GDL-Chef zieht Halbzeitbilanz "Die Stimmung ist exzellent"
Während die Kritik am GDL-Streik zunimmt und der Ruf nach Änderung des Streikrechts laut wird, zeigt sich Gewerkschaftschef Weselsky unbeirrt: Wenn die Bahn sich nicht bewege, werde weiter gestreikt - und länger als momentan.
Der Streik der Lokführergewerkschaft GDL soll noch bis Montagabend dauern. Und während die Kritik an dem Ausstand wächst, zieht GDL-Chef Claus Weselsky eine positive Zwischenbilanz: "Ich erlebe Disziplin auf breiter Front.
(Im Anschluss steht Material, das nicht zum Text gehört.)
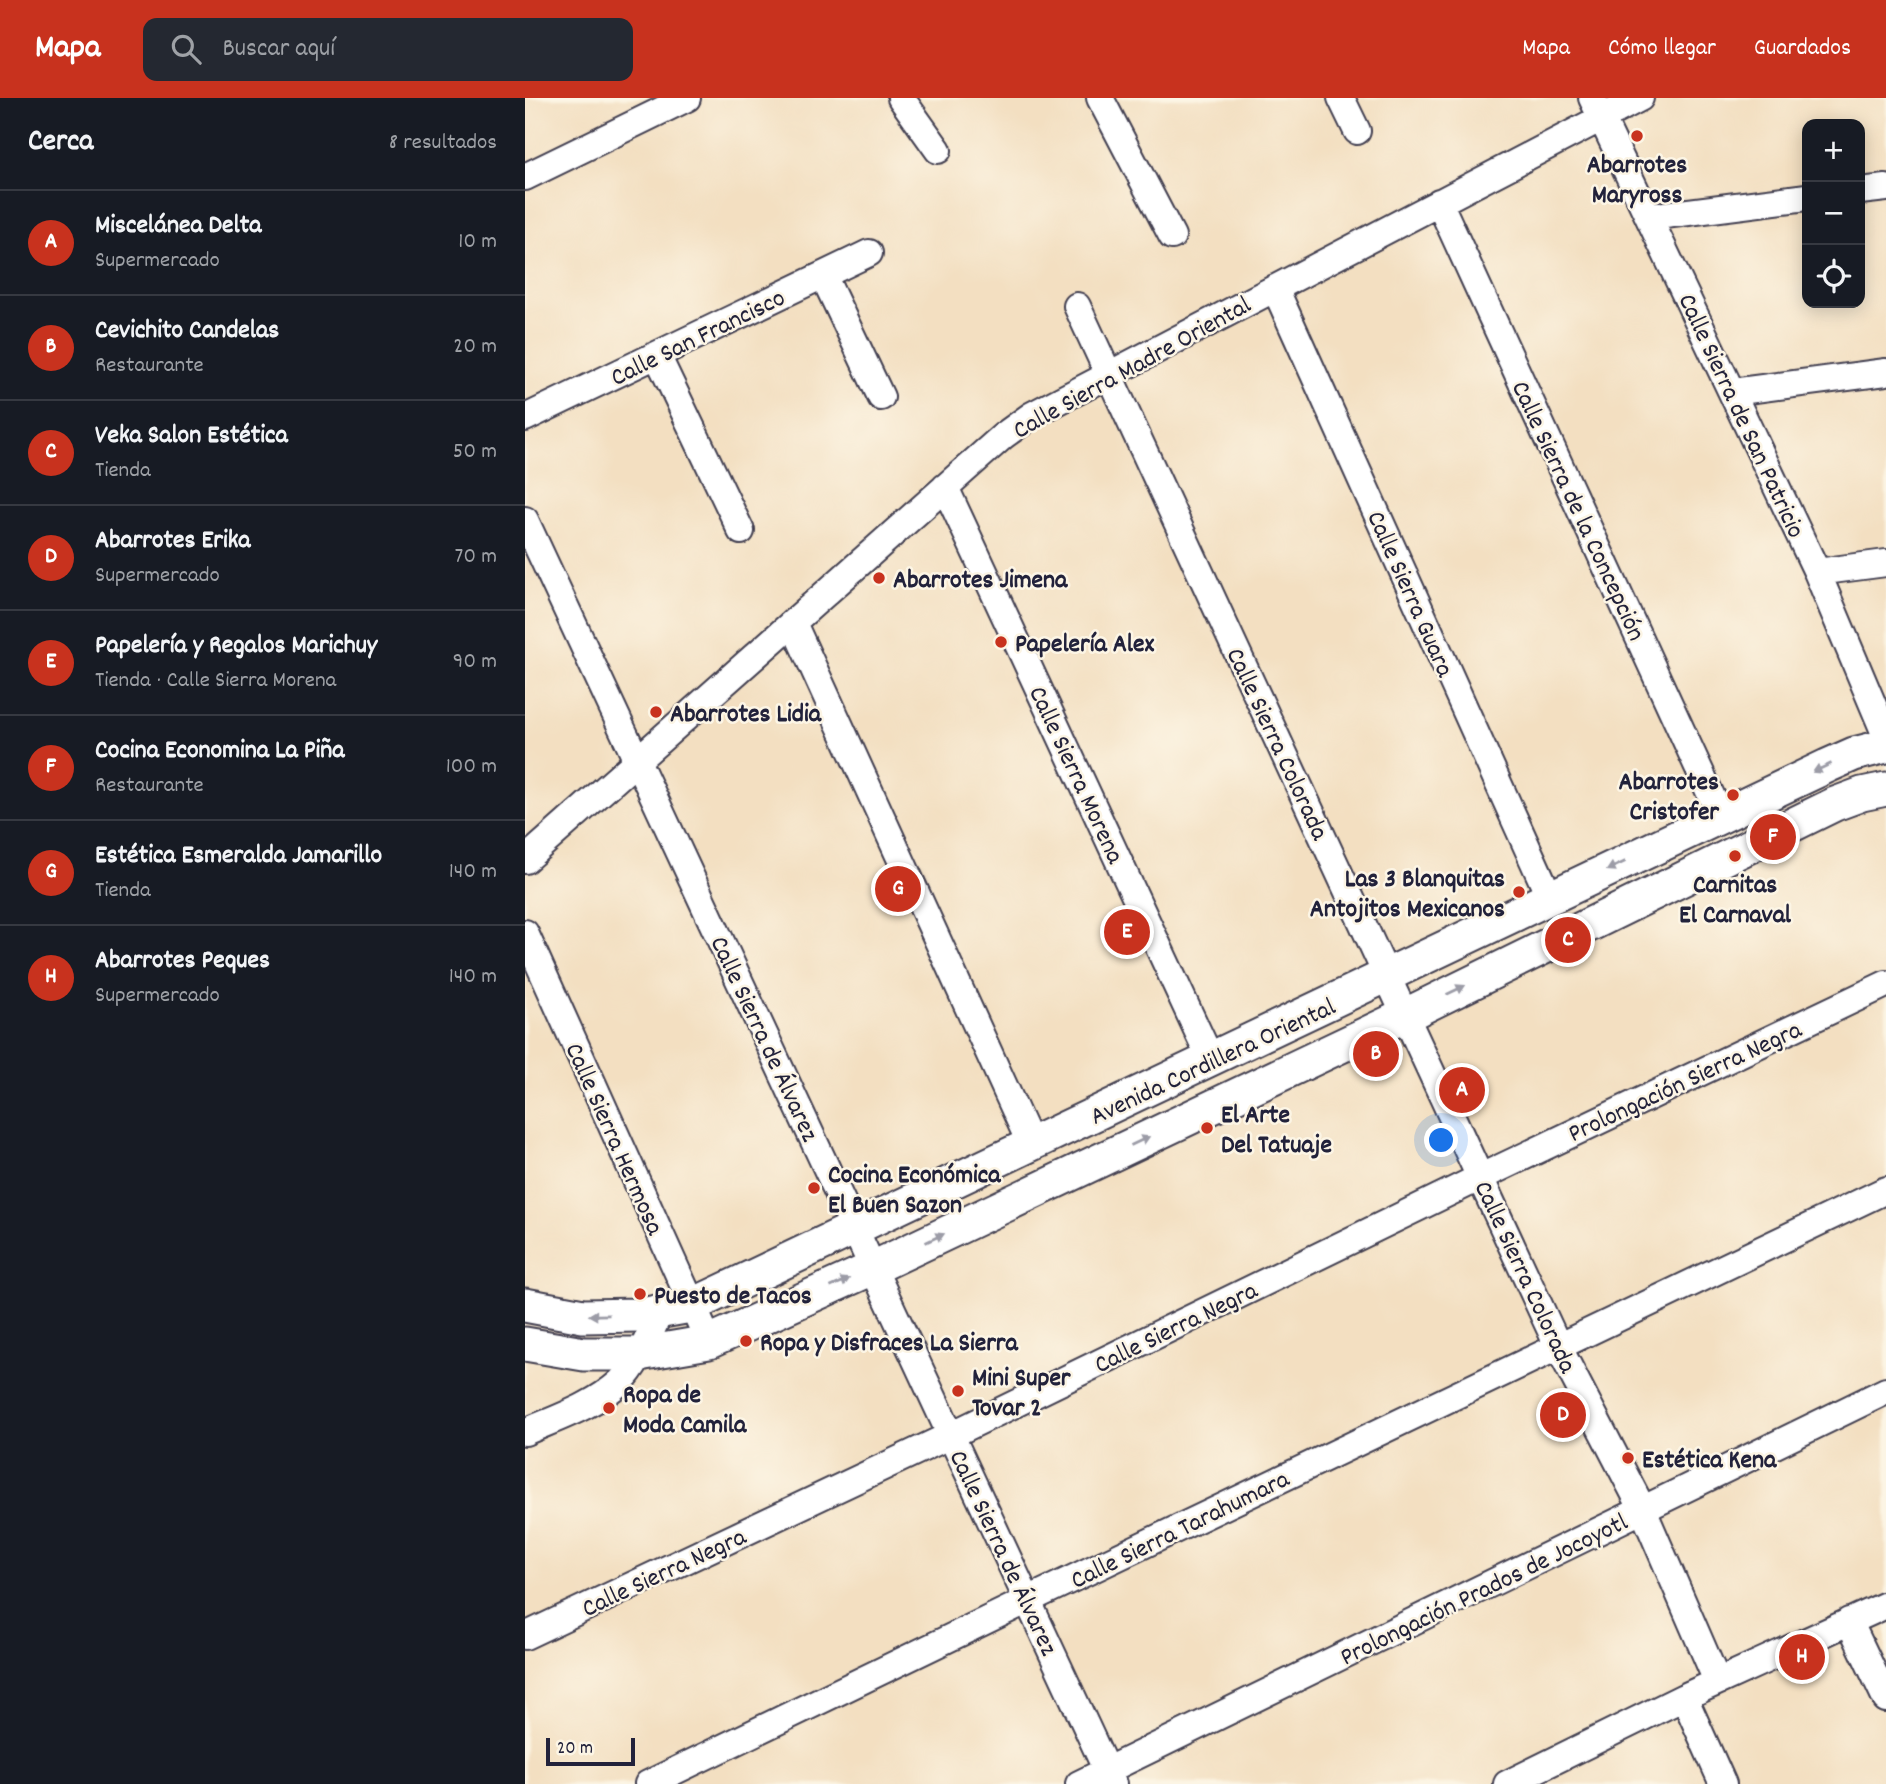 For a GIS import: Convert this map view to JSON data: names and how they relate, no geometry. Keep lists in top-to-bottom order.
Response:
{
  "streets": {
    "street": [
      "Calle San Francisco",
      "Calle Sierra Madre Oriental",
      "Calle Sierra de San Patricio",
      "Calle Sierra de la Concepción",
      "Calle Sierra Guara",
      "Calle Sierra Colorada",
      "Calle Sierra Morena",
      "Calle Sierra de Álvarez",
      "Avenida Cordillera Oriental",
      "Prolongación Sierra Negra",
      "Calle Sierra Hermosa",
      "Calle Sierra Negra",
      "Calle Sierra Tarahumara",
      "Prolongación Prados de Jocoyotl"
    ]
  },
  "crossings": [
    ["Calle Sierra Madre Oriental", "Calle Sierra de San Patricio"],
    ["Calle Sierra Madre Oriental", "Calle Sierra de la Concepción"],
    ["Calle Sierra Madre Oriental", "Calle Sierra Guara"],
    ["Calle Sierra Madre Oriental", "Calle Sierra Colorada"],
    ["Calle Sierra Madre Oriental", "Calle Sierra Morena"],
    ["Calle Sierra Madre Oriental", "Calle Sierra de Álvarez"],
    ["Calle Sierra de la Concepción", "Avenida Cordillera Oriental"],
    ["Calle Sierra Guara", "Avenida Cordillera Oriental"],
    ["Calle Sierra Colorada", "Avenida Cordillera Oriental"],
    ["Calle Sierra Colorada", "Prolongación Sierra Negra"],
    ["Calle Sierra Colorada", "Calle Sierra Negra"],
    ["Calle Sierra Colorada", "Calle Sierra Tarahumara"],
    ["Calle Sierra Colorada", "Prolongación Prados de Jocoyotl"],
    ["Calle Sierra Morena", "Avenida Cordillera Oriental"],
    ["Calle Sierra de Álvarez", "Avenida Cordillera Oriental"],
    ["Calle Sierra de Álvarez", "Calle Sierra Negra"],
    ["Calle Sierra de Álvarez", "Calle Sierra Tarahumara"],
    ["Calle Sierra de Álvarez", "Prolongación Prados de Jocoyotl"],
    ["Avenida Cordillera Oriental", "Calle Sierra Hermosa"],
    ["Prolongación Sierra Negra", "Calle Sierra Negra"]
  ],
  "places": [
    "Abarrotes Maryross",
    "Abarrotes Jimena",
    "Papelería Alex",
    "Abarrotes Lidia",
    "Abarrotes Cristofer",
    "Carnitas El Carnaval",
    "Las 3 Blanquitas Antojitos Mexicanos",
    "El Arte Del Tatuaje",
    "Cocina Económica El Buen Sazon",
    "Puesto de Tacos",
    "Ropa y Disfraces La Sierra",
    "Mini Super Tovar 2",
    "Ropa de Moda Camila",
    "Estética Kena"
  ],
  "scale_bar": "20 m",
  "page": {
    "header": "Mapa",
    "search": "Buscar aquí",
    "nav": ["Mapa", "Cómo llegar", "Guardados"],
    "heading": ["Cerca", "8 resultados"],
    "map_buttons": ["+", "−"],
    "list": [
      {
        "mark": "A",
        "name": "Miscelánea Delta",
        "note": "Supermercado",
        "value": "10 m"
      },
      {
        "mark": "B",
        "name": "Cevichito Candelas",
        "note": "Restaurante",
        "value": "20 m"
      },
      {
        "mark": "C",
        "name": "Veka Salon Estética",
        "note": "Tienda",
        "value": "50 m"
      },
      {
        "mark": "D",
        "name": "Abarrotes Erika",
        "note": "Supermercado",
        "value": "70 m"
      },
      {
        "mark": "E",
        "name": "Papelería y Regalos Marichuy",
        "note": "Tienda · Calle Sierra Morena",
        "value": "90 m"
      },
      {
        "mark": "F",
        "name": "Cocina Economina La Piña",
        "note": "Restaurante",
        "value": "100 m"
      },
      {
        "mark": "G",
        "name": "Estética Esmeralda Jamarillo",
        "note": "Tienda",
        "value": "140 m"
      },
      {
        "mark": "H",
        "name": "Abarrotes Peques",
        "note": "Supermercado",
        "value": "140 m"
      }
    ],
    "pins": [
      "F",
      "G",
      "E",
      "C",
      "B",
      "A",
      "D",
      "H"
    ],
    "scale": "20 m"
  }
}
Die Stimmung ist exzellent", sagte er der "Rheinischen Post" mit Blick auf die Streikenden. "Viel mehr Kunden haben Verständnis für den Streik als mancher behauptet."
An ihren Forderungen will die Gewerkschaft festhalten. Ziel bleibe eine 35-Stunden-Woche ab 2028, erklärte Weselsky. "Wir werden diesen Streik erfolgreich zu Ende bringen, und dann schauen wir, was passiert." Wenn es auf Seiten der Bahn-Spitze keine Bewegung gebe, "werden wir wieder streiken". Dieser Ausstand könne dann noch länger dauern.
"Das sind Grundrechte"
Bei einer Kundgebung der GDL in Dresden sagte Weselsky, die Eisenbahnerinnen und Eisenbahner hätten in der Tarifrunde "berechtigte Forderungen", für die die Gewerkschaft weiter kämpfen werde. Er kritisierte, dass sich der Arbeitgeber nur "millimeterweise bewegt" und nur über bestimmte Dinge verhandeln wolle wie den Tarifvertrag für Fahrdienstleiter. "Das sind Grundrechte, da gehe ich weder in die Schlichtung noch an den Verhandlungstisch."
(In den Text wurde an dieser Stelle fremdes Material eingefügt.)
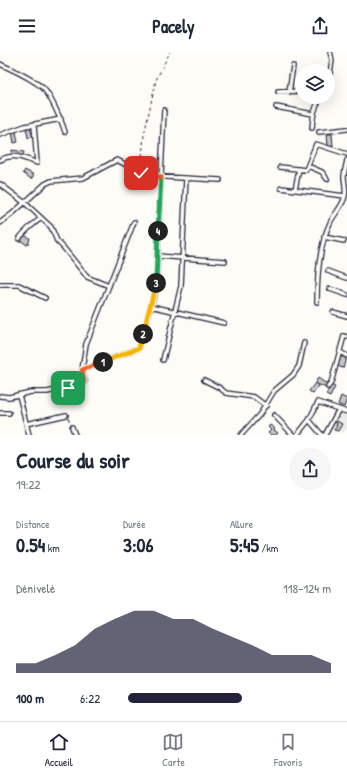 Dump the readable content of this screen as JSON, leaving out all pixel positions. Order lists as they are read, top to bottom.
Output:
{
  "page": {
    "header": "Pacely",
    "pins": [
      "4",
      "3",
      "2",
      "1"
    ],
    "heading": ["Course du soir", "19:22"],
    "stats": [
      ["Distance", "0.54 km"],
      ["Durée", "3:06"],
      ["Allure", "5:45 /km"]
    ],
    "chart": ["Dénivelé", "118–124 m"],
    "list": [
      {
        "name": "100 m",
        "note": "6:22"
      }
    ],
    "tabs": ["Accueil", "Carte", "Favoris"]
  }
} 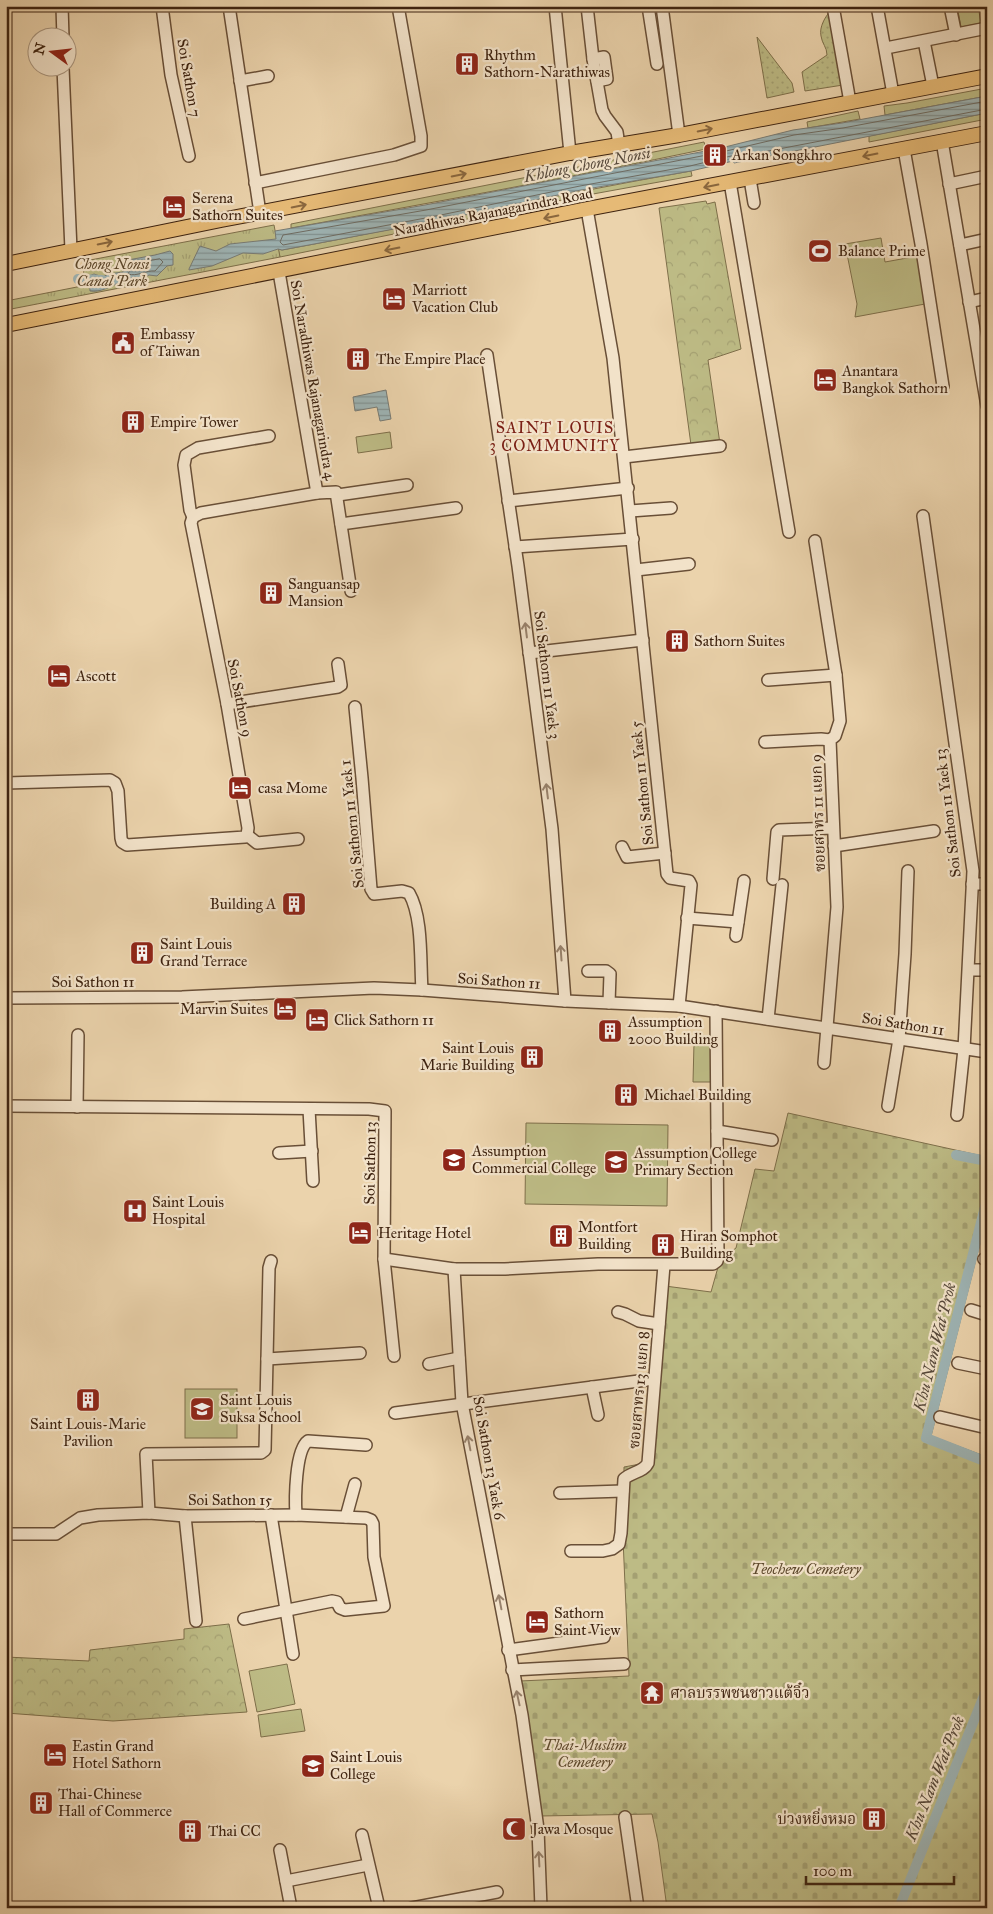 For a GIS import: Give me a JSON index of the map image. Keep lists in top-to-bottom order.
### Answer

Hauptstreitpunkt in den festgefahrenen Tarifgesprächen ist die GDL-Forderung nach einer schrittweisen Absenkung der Wochenarbeitszeit für Schichtbedienstete bei vollem Lohnausgleich. Die Bahn hatte kürzlich ein Wahlmodell angeboten. Damit könnten Lokführerinnen und Lokführer auf 37 Wochenstunden heruntergehen, müssten im Gegenzug aber auf eine zusätzliche angebotene Gehaltserhöhung verzichten. Weselsky bezeichnete dieses Angebot als "Unverschämtheit".
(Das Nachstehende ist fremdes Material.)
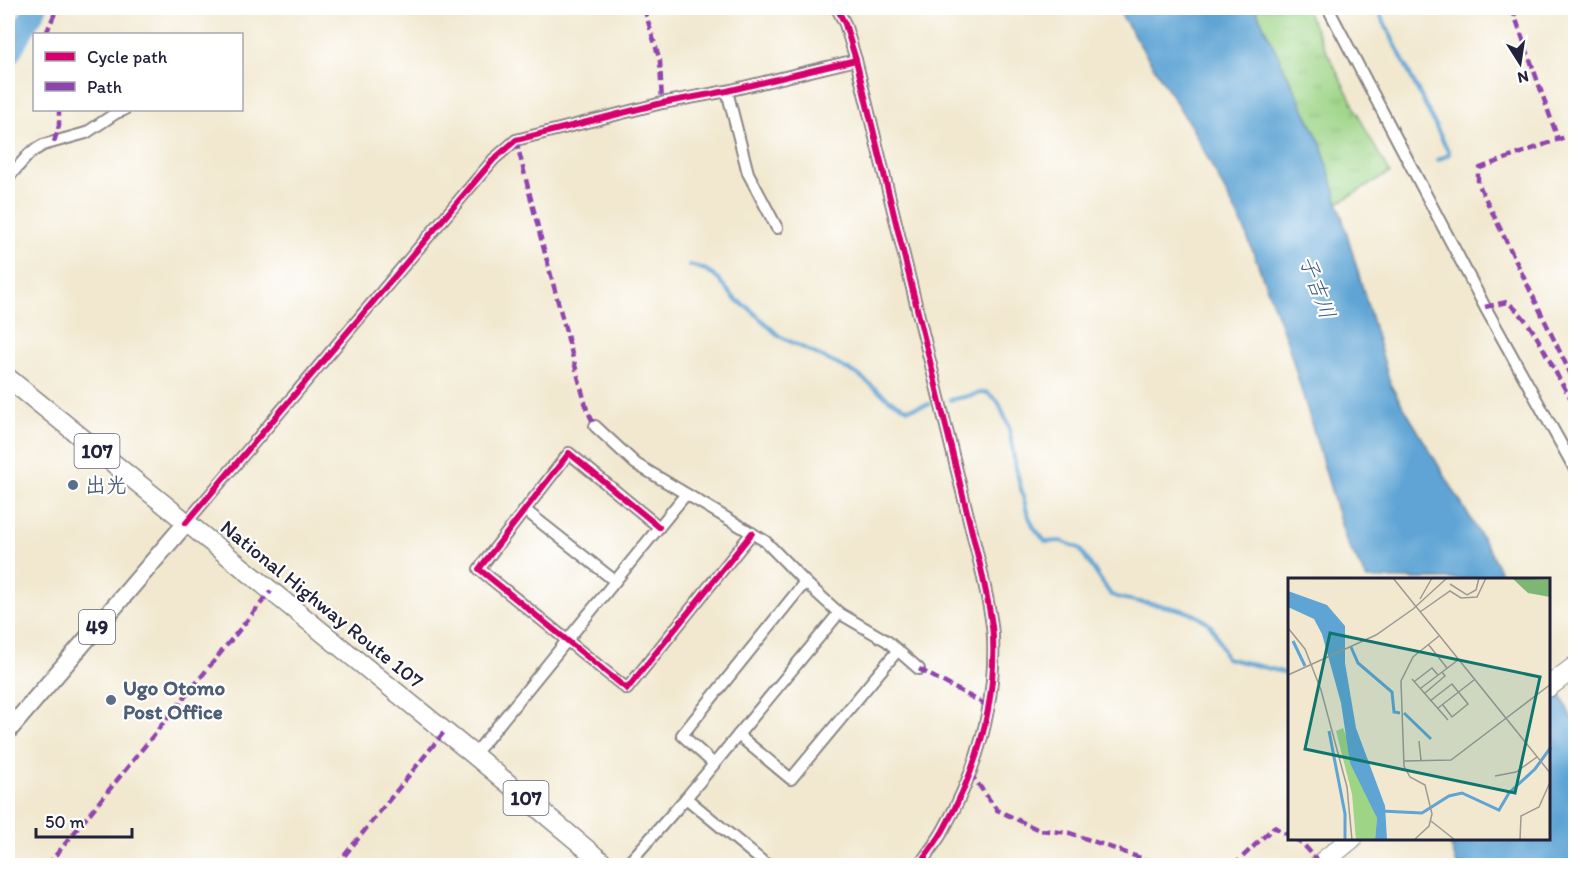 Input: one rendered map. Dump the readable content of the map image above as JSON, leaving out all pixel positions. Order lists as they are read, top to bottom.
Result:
{
  "streets": {
    "highway": ["107", "National Highway Route 107"],
    "main road": ["49"]
  },
  "crossings": [
    ["National Highway Route 107", "49"]
  ],
  "water": ["子吉川"],
  "places": ["出光", "Ugo Otomo Post Office"],
  "legend": ["Cycle path", "Path"],
  "scale_bar": "50 m",
  "north": "bottom"
}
Forderungen nach Änderung des Streikrechts
Angesichts der langen Dauer und umfangreichen Folgen des Lokführerstreiks forderte Arbeitgeberpräsident Steffen Kampeter "Spielregeln für faire, nicht das ganze Land in Geiselhaft nehmende Arbeitskämpfe". Er habe den Eindruck, dass Streik nicht mehr das letzte Mittel im Arbeitskonflikt sei, sondern das "erste Mittel", sagte er im Deutschlandfunk. Der Gesetzgeber müsse sich darüber Gedanken machen, "ob er die Verhältnismäßigkeit gesetzlich definiert, ob er Schlichtungsverpflichtungen kodifiziert, ob er Regeln macht, die insbesondere Warnstreiks umfassen".
Auch der wirtschaftspolitische Sprecher der FDP-Fraktion, Reinhard Houben, schlug "neue gesetzliche Regelungen zum Schlichtungsrecht" vor, die dann greifen sollten, wenn Tarifvertragsparteien sich nicht auf entsprechende Verfahren einigen könnten. Warnstreiks dürften nur eine "zeitliche, räumliche und von den Folgen begrenzte Ausnahmeentscheidung" sein. Eine Friedenspflicht müsse gesetzlich verankert werden.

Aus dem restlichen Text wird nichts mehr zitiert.